DATA PROVIDED section start
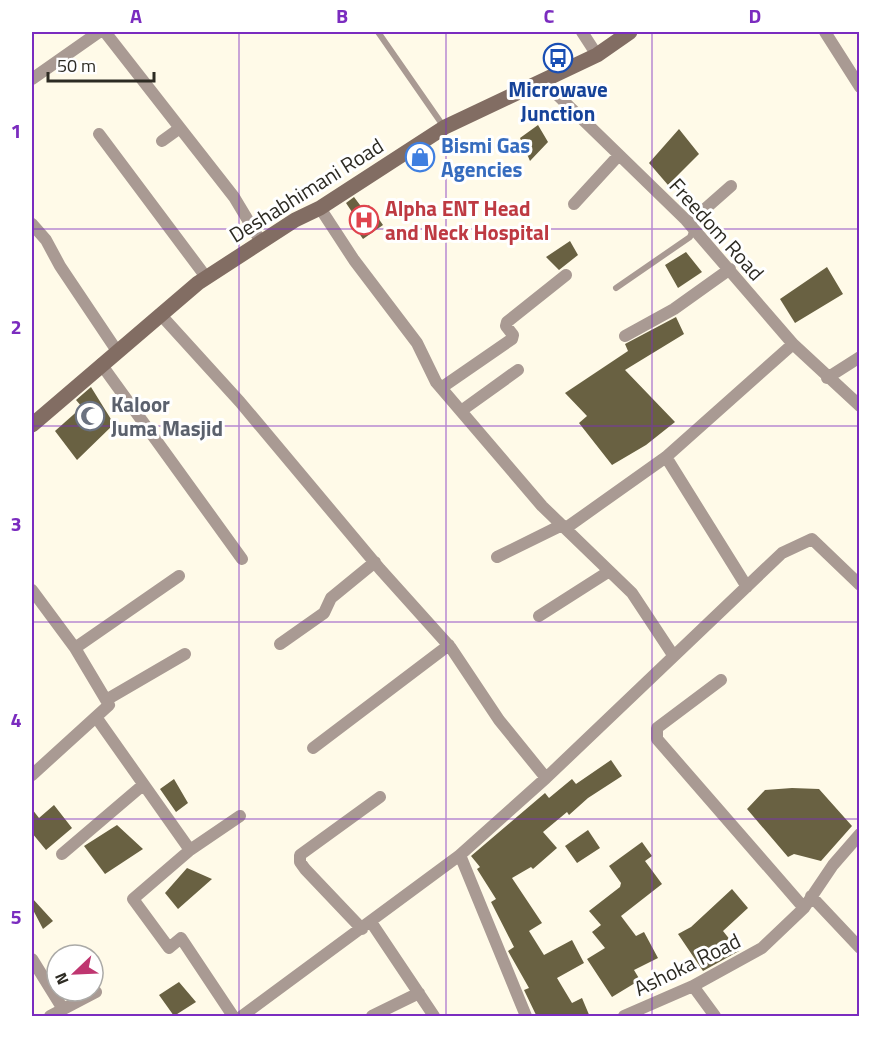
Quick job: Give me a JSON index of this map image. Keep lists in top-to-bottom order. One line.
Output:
{"streets":{"street":["Deshabhimani Road","Freedom Road","Ashoka Road"]},"crossings":[["Deshabhimani Road","Freedom Road"]],"places":{"bus stop":["Microwave Junction"],"shop":["Bismi Gas Agencies"],"hospital":["Alpha ENT Head and Neck Hospital"],"mosque":["Kaloor Juma Masjid"]},"scale_bar":"50 m","north":"bottom left","grid":{"columns":["A","B","C","D"],"rows":["1","2","3","4","5"]}}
DATA PROVIDED section end
■ WHAT IS BEING ASKED:
Everything in the listing except the pictures must be reproduced exactly.

■ REPLY:
Quick job: Give me a JSON index of this map image. Keep lists in top-to-bottom order. One line.
Output:
{"streets":{"street":["Deshabhimani Road","Freedom Road","Ashoka Road"]},"crossings":[["Deshabhimani Road","Freedom Road"]],"places":{"bus stop":["Microwave Junction"],"shop":["Bismi Gas Agencies"],"hospital":["Alpha ENT Head and Neck Hospital"],"mosque":["Kaloor Juma Masjid"]},"scale_bar":"50 m","north":"bottom left","grid":{"columns":["A","B","C","D"],"rows":["1","2","3","4","5"]}}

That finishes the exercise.